Rethinking the world with Manish Jain

Rethinking the world with Manish Jain


What would Jainism in practice look like in today’s world? How could core Jain principles be translated into contemporary action? Anveshan sought answers to these questions and went to Udaipur, Rajasthan to meet Manish Jain, co-founder of Shikshantar, which is a ‘people’s institute for rethinking education and development’.

Before systematically rejecting thoughtless globalization and founding Shikshantar, Manish worked on education, social policy and other human-development issues with leading intergovernmental and transnational organizations.

Unlearn to learn
Shikshantar aims to challenge the monopoly of factory schooling and to regenerate our imagination about learning and living. The movement asks “Is a non-violent, harmonious world of ‘swaraj‘ or ‘self-rule’ really possible and how do we go about co-creating it?”
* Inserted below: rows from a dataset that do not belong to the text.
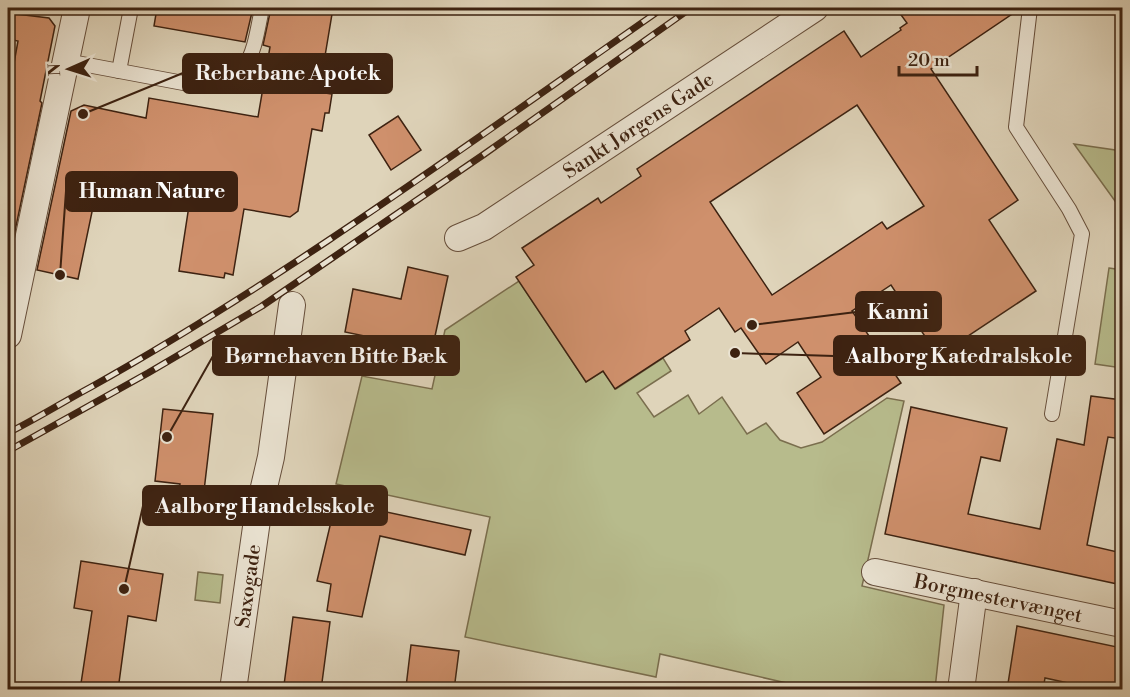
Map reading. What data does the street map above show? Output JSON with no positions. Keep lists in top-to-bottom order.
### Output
{
  "streets": {
    "street": ["Sankt Jørgens Gade", "Saxogade", "Borgmestervænget"]
  },
  "places": [
    "Reberbane Apotek",
    "Human Nature",
    "Kanni",
    "Aalborg Katedralskole",
    "Børnehaven Bitte Bæk",
    "Aalborg Handelsskole"
  ],
  "scale_bar": "20 m",
  "north": "left"
}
Manish thinks that it is necessary to question some of our fundamental assumptions around progress, success, happiness, development and education. He is extremely concerned with the loss of traditional knowledge and gift culture values taught by our grandparents and the force with which the youth are being taught masses of fragmented unrelated facts, soul-killing consumerism and competition, and the general disconnect with the nature that is rampant today. Manish believes that “the school system is actually dumbing down human beings.”

Manish JainUnlearning involves understanding the strengths and limitations of various ways of seeing, knowing and organising ourselves.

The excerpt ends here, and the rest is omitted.